■ THE TASK: Filter the listing below down to the lines holding the word "they", and copy those lines.

■ TASK INPUT:
★ ★ ★
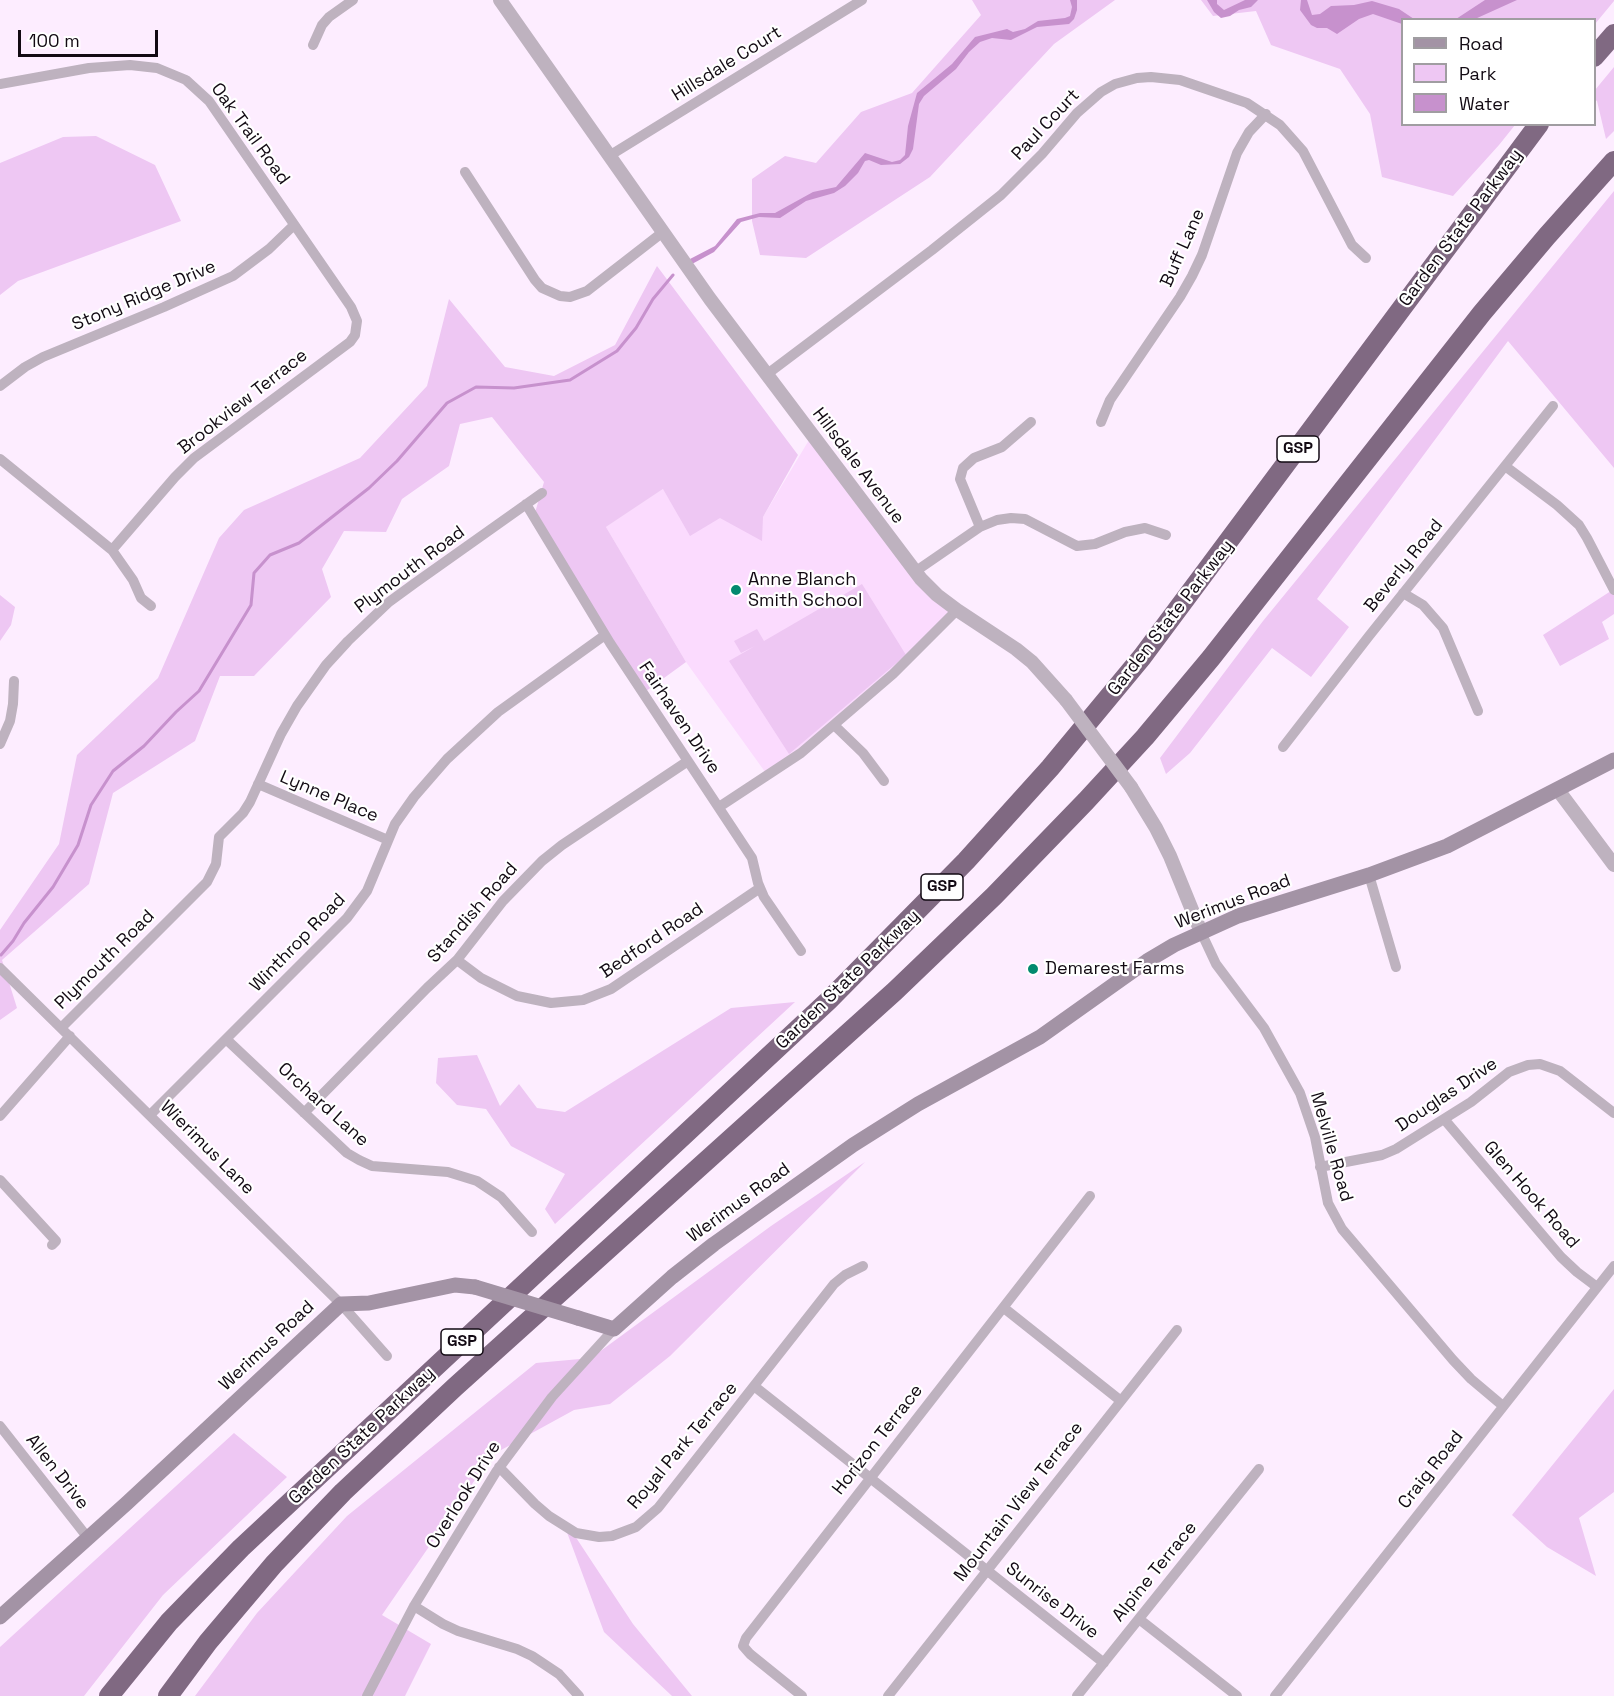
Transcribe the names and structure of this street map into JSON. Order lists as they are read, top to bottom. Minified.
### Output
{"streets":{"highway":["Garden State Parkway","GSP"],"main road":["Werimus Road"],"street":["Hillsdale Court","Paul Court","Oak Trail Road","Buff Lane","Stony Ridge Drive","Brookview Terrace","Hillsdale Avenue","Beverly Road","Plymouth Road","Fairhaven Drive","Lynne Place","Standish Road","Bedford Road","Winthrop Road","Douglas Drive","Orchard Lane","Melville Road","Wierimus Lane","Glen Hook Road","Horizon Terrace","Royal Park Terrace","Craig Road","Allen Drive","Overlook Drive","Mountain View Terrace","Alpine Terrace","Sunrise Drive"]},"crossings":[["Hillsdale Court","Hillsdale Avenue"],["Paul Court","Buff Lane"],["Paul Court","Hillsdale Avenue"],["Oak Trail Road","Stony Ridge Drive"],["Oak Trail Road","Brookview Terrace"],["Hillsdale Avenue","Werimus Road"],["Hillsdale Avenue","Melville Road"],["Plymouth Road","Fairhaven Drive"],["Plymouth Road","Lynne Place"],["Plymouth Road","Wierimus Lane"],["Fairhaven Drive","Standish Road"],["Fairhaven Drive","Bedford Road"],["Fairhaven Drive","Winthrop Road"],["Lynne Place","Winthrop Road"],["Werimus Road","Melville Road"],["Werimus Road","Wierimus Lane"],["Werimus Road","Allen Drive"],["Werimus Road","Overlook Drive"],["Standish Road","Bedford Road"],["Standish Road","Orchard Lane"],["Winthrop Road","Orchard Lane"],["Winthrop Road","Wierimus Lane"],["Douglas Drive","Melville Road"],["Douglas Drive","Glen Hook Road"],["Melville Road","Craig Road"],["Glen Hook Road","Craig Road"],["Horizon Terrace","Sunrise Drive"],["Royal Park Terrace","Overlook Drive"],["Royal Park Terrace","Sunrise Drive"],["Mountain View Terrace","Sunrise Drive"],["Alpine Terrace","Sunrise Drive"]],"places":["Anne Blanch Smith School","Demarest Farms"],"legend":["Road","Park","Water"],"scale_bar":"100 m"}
★ ★ ★
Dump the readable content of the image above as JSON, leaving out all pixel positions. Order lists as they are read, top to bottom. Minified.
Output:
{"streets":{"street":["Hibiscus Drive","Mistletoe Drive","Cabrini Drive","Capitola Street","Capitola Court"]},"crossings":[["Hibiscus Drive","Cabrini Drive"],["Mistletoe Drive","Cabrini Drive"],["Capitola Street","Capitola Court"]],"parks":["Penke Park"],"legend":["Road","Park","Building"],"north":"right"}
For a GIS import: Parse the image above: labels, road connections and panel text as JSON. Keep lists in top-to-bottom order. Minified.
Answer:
★ ★ ★
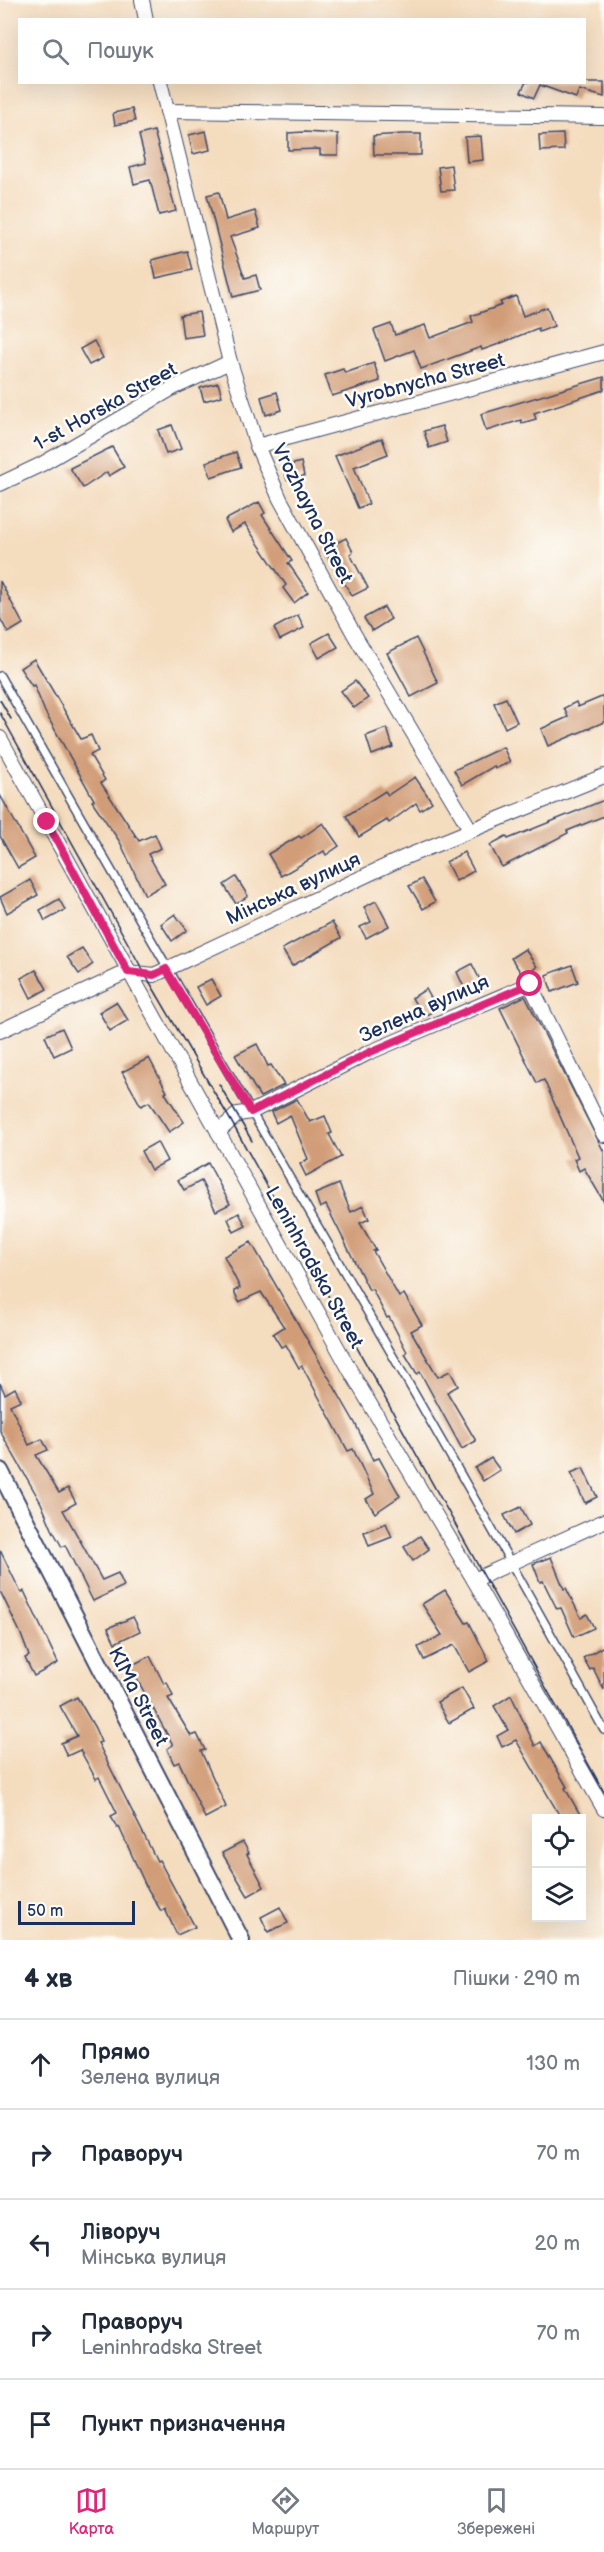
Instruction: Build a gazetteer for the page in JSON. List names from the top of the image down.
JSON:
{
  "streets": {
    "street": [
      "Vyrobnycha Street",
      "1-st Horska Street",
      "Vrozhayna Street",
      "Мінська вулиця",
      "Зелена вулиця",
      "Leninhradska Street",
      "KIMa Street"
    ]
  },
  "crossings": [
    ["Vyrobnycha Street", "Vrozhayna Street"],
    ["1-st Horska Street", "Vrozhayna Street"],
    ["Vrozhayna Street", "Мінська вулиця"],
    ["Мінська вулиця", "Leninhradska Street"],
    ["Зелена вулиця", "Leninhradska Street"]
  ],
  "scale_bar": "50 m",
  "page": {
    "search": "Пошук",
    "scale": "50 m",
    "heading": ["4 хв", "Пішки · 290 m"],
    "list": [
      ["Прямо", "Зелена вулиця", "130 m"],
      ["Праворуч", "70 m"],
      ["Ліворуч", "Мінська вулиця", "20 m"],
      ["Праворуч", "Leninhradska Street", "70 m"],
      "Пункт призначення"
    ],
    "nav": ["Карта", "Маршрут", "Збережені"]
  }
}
★ ★ ★
■ RESPONSE FOR THIS EXERCISE:
Transcribe the names and structure of this street map into JSON. Order lists as they are read, top to bottom. Minified.
Dump the readable content of the image above as JSON, leaving out all pixel positions. Order lists as they are read, top to bottom. Minified.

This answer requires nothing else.